絵手紙の道具

 本来の絵手紙は、身近にあるものということなので、えんぴつでも、サインペンでも色鉛筆で色を塗っても良い。使用するハガキも色々な種類が売っていて、和紙のものが多いが、普通のハガキでも良いんだそうだ。ここで色々な道具を紹介してみよう。

ライン

墨・筆・紙・顔料

これだけあれば、基本的には絵手紙は描ける。使いやすさなどは個々によるだろうが、母ちゃんの使っている道具と、こんなものがあったら便利というものを写真入りで説明する。

ライン

墨と筆

筆

 筆は墨用と、色用の二本があれば良いらしい。上級者になると、細かい部分を塗ったり、色の出かたなどで筆をいろいろと使い分けているようだが、初心者から中級者は墨用1本、色用2本もあれば十分のようだ。

カートリッジ式筆

 墨は市販の墨汁で十分ということだが、上級者になると墨の濃さも調整できるので、青墨をすって使う人もいるらしい。絵手紙の表情が豊かになるということなのだが、墨絵を描くのにもこの青墨が使われているのだから、絵手紙も同様といえば同様だ。
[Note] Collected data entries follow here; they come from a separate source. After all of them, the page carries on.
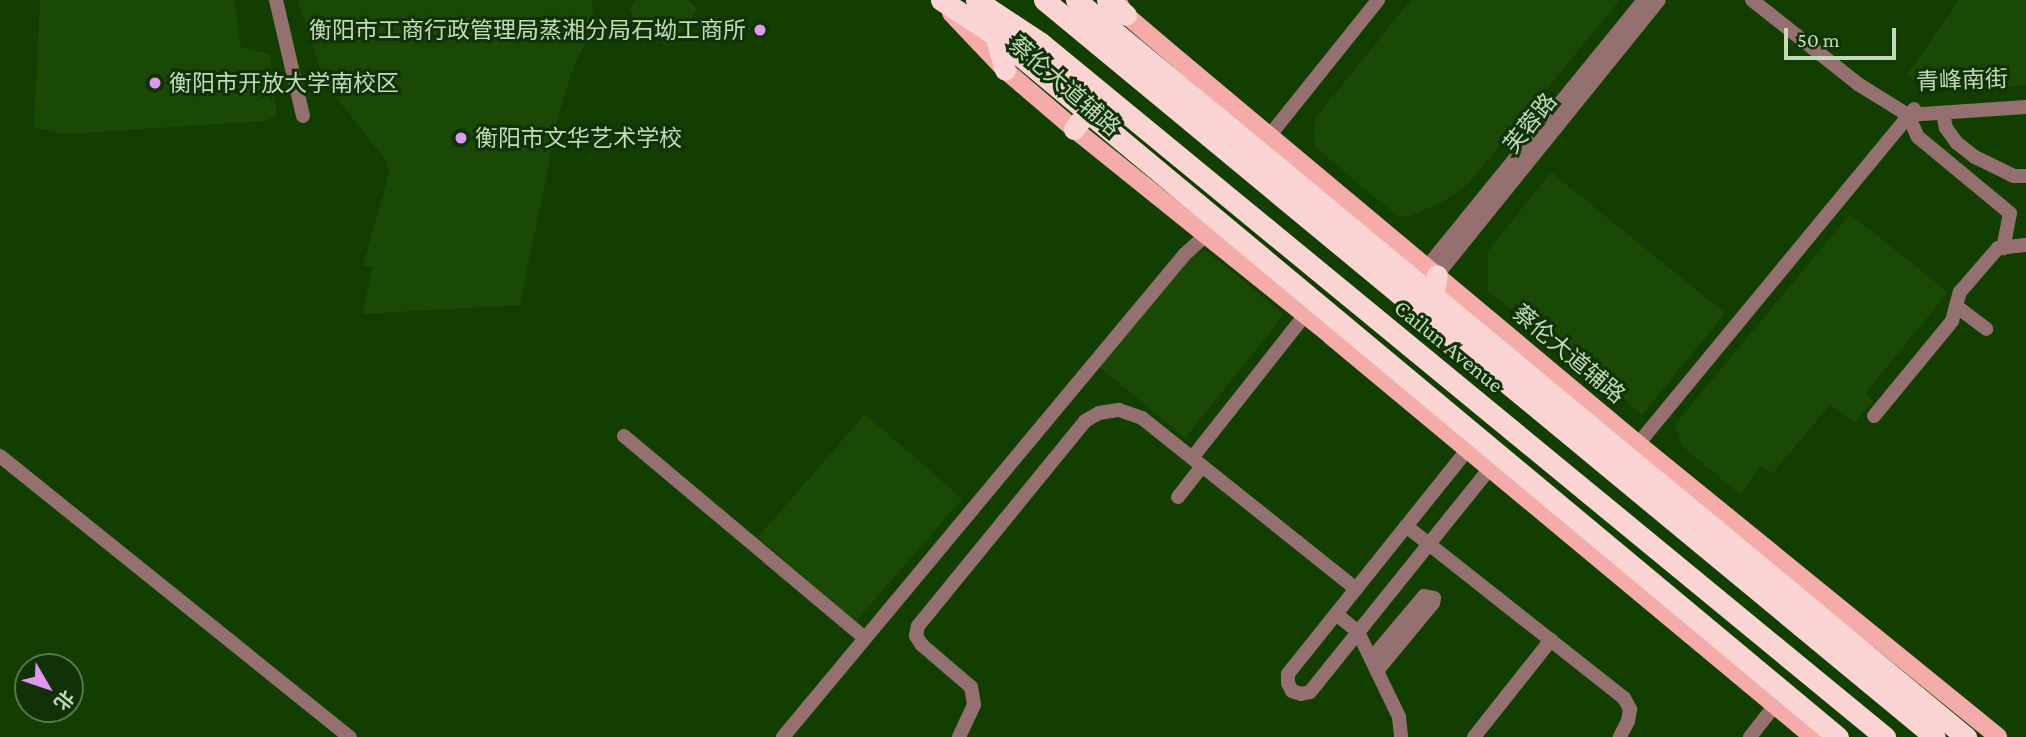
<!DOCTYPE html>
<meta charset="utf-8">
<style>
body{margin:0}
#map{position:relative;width:2026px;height:737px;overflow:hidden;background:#133e02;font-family:"Crimson Pro","Noto Sans SC",serif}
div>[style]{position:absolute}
.built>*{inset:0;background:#194905;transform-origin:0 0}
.minor>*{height:14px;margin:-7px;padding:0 7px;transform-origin:7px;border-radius:7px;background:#957070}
.major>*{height:18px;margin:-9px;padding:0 9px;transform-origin:9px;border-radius:9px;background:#f6abab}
.highway>*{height:21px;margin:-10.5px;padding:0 10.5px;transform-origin:10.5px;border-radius:10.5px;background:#f9d4d3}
.dots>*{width:19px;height:19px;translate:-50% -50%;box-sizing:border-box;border:4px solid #113106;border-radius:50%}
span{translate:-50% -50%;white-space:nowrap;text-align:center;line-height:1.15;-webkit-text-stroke:6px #113106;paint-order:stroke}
.poi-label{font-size:23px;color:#c2dabb}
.right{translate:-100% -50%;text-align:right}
.left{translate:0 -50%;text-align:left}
.street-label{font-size:23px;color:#c2dabb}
.north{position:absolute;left:14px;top:653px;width:70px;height:70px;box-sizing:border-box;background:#113106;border:2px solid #58754e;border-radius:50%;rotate:129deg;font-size:19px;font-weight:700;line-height:28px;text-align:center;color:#c2dabb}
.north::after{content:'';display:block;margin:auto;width:24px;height:32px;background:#df98f2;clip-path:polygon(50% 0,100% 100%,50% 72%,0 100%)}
.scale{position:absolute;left:1784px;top:28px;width:112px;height:32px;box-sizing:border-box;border:4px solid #c2dabb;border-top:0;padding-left:9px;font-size:21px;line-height:24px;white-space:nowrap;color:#c2dabb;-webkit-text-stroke:5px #113106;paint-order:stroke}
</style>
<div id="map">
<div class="built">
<i style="clip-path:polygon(40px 0,234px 0,241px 47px,270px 54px,277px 116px,265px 121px,82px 133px,58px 133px,34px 127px)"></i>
<i style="clip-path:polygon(298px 0,591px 0,596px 25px,574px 65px,559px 115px,520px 305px,363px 314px,372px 267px,363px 265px,389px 174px,386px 161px,325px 83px)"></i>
<i style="clip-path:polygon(636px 0,688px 0,698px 9px,668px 47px,630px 19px,633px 14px,628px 10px)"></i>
<i style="clip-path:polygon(1411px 0,1620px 0,1469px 183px,1444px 201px,1411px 216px,1398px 217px,1314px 146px,1315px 118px)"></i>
<i style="clip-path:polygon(1959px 0,2026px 0,2026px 85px,1976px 90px,1942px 88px,1922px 85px,1907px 75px)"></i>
<i style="clip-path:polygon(1551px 172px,1725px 313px,1642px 415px,1488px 291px,1488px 251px)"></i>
<i style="clip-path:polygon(1850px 214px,1948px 292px,1865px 394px,1873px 401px,1855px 423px,1830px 405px,1772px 474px,1761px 466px,1740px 495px,1681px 445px,1675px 424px)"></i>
<i style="clip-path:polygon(1207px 251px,1284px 315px,1185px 438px,1099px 367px,1193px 254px)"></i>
<i style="left:865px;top:414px;width:129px;height:163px;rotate:41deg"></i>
</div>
<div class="minor">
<i style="left:276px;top:0;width:119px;rotate:76.9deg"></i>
<i style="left:1752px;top:0;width:135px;rotate:38.4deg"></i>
<i style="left:1858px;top:84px;width:59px;rotate:31.8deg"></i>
<i style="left:1908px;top:115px;width:118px;rotate:-3.9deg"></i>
<i style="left:1943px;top:113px;width:15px;rotate:79deg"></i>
<i style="left:1946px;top:128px;width:19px;rotate:54deg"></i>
<i style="left:1957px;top:143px;width:23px;rotate:38deg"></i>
<i style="left:1975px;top:157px;width:43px;rotate:26deg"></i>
<i style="left:2014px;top:176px;width:12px"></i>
<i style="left:1908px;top:115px;width:24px;rotate:66deg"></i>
<i style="left:1918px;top:137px;width:119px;rotate:39.6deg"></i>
<i style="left:2010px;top:213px;width:36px;rotate:101deg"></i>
<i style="left:1270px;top:135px;width:173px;rotate:-51.3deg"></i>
<i style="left:1427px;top:267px;width:344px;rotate:-50.9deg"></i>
<i style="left:1437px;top:275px;width:353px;rotate:-51.1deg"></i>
<i style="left:1956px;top:306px;width:38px;rotate:37deg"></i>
<i style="left:1874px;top:416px;width:123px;rotate:-50.6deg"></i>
<i style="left:1952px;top:321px;width:30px;rotate:-75deg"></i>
<i style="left:1960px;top:292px;width:58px;rotate:-49.2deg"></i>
<i style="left:1998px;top:248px;width:28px;rotate:-6deg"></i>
<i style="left:624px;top:436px;width:314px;rotate:40deg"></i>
<i style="left:1638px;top:444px;width:434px;rotate:-50.5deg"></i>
<i style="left:1468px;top:449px;width:288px;rotate:128.7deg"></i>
<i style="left:1288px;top:674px;width:9px;rotate:90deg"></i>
<i style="left:1288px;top:683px;width:9px;rotate:63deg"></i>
<i style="left:1292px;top:691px;width:9px;rotate:18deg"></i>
<i style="left:1301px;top:694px;width:9px;rotate:-13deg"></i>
<i style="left:1310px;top:692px;width:287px;rotate:-51.2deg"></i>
<i style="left:0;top:456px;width:449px;rotate:38.8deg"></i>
<i style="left:1192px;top:458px;width:182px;rotate:-51.7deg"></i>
<i style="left:1178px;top:497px;width:39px;rotate:-52deg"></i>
<i style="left:1406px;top:526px;width:278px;rotate:38.3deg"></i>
<i style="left:1624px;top:698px;width:13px;rotate:61deg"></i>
<i style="left:1630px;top:709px;width:12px;rotate:99deg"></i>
<i style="left:1628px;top:721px;width:18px;rotate:117deg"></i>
<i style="left:1336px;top:614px;width:28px;rotate:39deg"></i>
<i style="left:1358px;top:632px;width:94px;rotate:64.2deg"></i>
<i style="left:1399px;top:717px;width:20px;rotate:84deg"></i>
<i style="left:1371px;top:659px;width:82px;rotate:-49.9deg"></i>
<i style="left:1424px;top:596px;width:10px;rotate:11deg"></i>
<i style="left:1434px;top:598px;width:5px;rotate:101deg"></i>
<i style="left:1433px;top:603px;width:88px;rotate:129.5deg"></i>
<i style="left:783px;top:737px;width:628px;rotate:-50.23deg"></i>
<i style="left:1185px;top:254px;width:27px;rotate:-42deg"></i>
<i style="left:959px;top:737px;width:35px;rotate:-65deg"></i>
<i style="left:974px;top:705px;width:18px;rotate:-99deg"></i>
<i style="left:971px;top:687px;width:65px;rotate:-139.4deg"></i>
<i style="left:922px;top:645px;width:11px;rotate:-124deg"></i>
<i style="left:916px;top:636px;width:10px;rotate:-79deg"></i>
<i style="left:918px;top:626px;width:264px;rotate:-50.8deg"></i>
<i style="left:1085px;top:421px;width:16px;rotate:-30deg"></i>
<i style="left:1099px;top:413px;width:20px;rotate:-9deg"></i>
<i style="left:1119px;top:410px;width:24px;rotate:19deg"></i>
<i style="left:1142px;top:418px;width:274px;rotate:38.6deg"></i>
<i style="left:1474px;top:737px;width:124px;rotate:-51.6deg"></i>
<i style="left:1750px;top:737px;width:41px;rotate:-52deg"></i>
</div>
<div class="major">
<i style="left:1119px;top:4px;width:13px;rotate:58deg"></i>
<i style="left:1126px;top:15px;width:71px;rotate:40.4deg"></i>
<i style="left:1180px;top:61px;width:597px;rotate:39.9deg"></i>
<i style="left:1638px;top:444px;width:464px;rotate:39.1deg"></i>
<i style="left:951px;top:13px;width:79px;rotate:46.5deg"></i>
<i style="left:1005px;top:70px;width:91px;rotate:40.5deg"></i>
<i style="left:1074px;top:129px;width:330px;rotate:38.8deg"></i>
<i style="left:1331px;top:336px;width:627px;rotate:39.76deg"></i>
</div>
<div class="highway">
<i style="left:941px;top:0;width:64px;rotate:32.9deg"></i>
<i style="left:995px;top:35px;width:36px;rotate:74deg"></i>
<i style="left:976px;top:0;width:78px;rotate:33.5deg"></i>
<i style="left:1041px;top:43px;width:1093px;rotate:39.43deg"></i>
<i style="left:1044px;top:0;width:1156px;rotate:39.6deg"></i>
<i style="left:1076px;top:0;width:1156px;rotate:39.63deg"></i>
<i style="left:1107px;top:0;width:24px;rotate:38deg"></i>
<i style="left:987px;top:9px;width:27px;rotate:73deg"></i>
<i style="left:995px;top:35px;width:1097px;rotate:39.79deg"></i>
<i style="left:1074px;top:129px;width:21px;rotate:-53deg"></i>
<i style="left:1433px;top:297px;width:22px;rotate:-80deg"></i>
</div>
<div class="dots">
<i style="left:760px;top:30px;background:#df98f2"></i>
<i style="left:155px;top:83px;background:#df98f2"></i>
<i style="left:461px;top:138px;background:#df98f2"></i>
</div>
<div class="poi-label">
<span class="right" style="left:746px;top:30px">衡阳市工商行政管理局蒸湘分局石坳工商所</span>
<span class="left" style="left:169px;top:83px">衡阳市开放大学南校区</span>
<span class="left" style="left:475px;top:138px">衡阳市文华艺术学校</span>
</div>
<div class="street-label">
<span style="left:1962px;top:80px;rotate:-2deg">青峰南街</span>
<span style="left:1065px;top:86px;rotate:41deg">蔡伦大道辅路</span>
<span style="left:1530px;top:123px;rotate:-51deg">芙蓉路</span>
<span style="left:1449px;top:346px;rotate:39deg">Cailun Avenue</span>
<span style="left:1569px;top:354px;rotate:40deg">蔡伦大道辅路</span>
</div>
<div class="north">北</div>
<div class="scale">50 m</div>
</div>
 現在は青墨筆ぺんとして、カートリッジ式で墨が染み出てくるタイプもあり、母ちゃんは因みにこれを使っている。サッと使えて、サッとしまえて、忙しい母ちゃんには便利なんだそうだ。

ライン

ハガキ・葉書

ハガキ

 はがきにも色々な種類があるようで、少し紹介しよう。三椏雁皮葉書は、三椏(ミツマタ)と雁皮(ガンピ)の長い繊維を、良質な水を使ってすいて作った手すきのハガキ。生成りの色合いが特徴で、水がしみ込み易く特に水彩画にオススメ。ただ、ちょっと高価なので手軽ではないというのが難点。もっと安いものでも十分に楽しめるようなので、文房具店や画材店に行ってみると、いろいろと売っているようなので、自分の使いやすいもの、楽しめるものを使って欲しいと思う。安いものだと1枚60円くらいから売っている。形や道具に拘らないところが絵手紙の良さなんだなぁ。

ライン

色・顔料

顔料

 色がたくさんあれば良いってものではないらしい。うちの母ちゃんが一番最初に始めたときは12色の顔料で描いていた。色を混ぜ合わせて、自分なりの色で描くのが良いらしいので、何色あっても、結局は混ぜて自分のオリジナルの色を塗っていくのが良い。今でこそ、母ちゃんの絵手紙の道具はいろいろ増えているが、最初の頃は本当に筆と墨とハガキと顔料だけだった。今はサインペンやら色鉛筆なども使って、幅広く絵手紙を描いている。

ライン

その他の道具

梅皿

 この梅の花びらのような形をしたのが、その形通り『梅皿』という。ここに顔料を混ぜ合わせて色を作っていくのだが、大量に何枚も描く人でなければ、小さいもので良いと母ちゃんは言っていた。実際に、母ちゃんはこれの一番小さいもので、今でも対応しているそうだ。因みにサイズはいろいろあって、母ちゃんが使っているのが、8.5センチのものだ。一度に3枚〜4枚くらいの人はこれで十分だと言っていた。

落款印

 落款印を母ちゃんは最初の頃、消しゴムを削ったものを使っていた。消しゴムにしては良く出来ているなぁ〜と思っていたのだが、可愛そうになったボクは母ちゃんに新しい落款印を作ってやることにした。

 因みに落款とは、落成款識【らくせい-かんし】の略で、書画が完成した時に作者が署名・捺印することだ。作品に落款印を押すのは、自分の真実を尽くした責任の証明と、作品を引き立たせる役割がある。母ちゃんの作品も、母ちゃんに責任があるということだな。

 今はこんな絵手紙セットも売っているそうだ。母ちゃんは最初、このセットを買ってみたんだそうだ。顔料が無くなれば買い足し、筆の新しいのが欲しくなれば買い足しと、少しずつ色々増えていっているらしい。初心者には価格も手頃なので、始めやすいだろうと思う。

 このセットは12色付きパレット、スケッチブック、備長炭ウェット、クリップ、キャップ付き鉛筆、水筆(大・小各1)、水性ペン、しじら織りケース、落款印セット(印材大・小 各1、印刀、朱肉、耐水ペーパー)、説明書が入っている。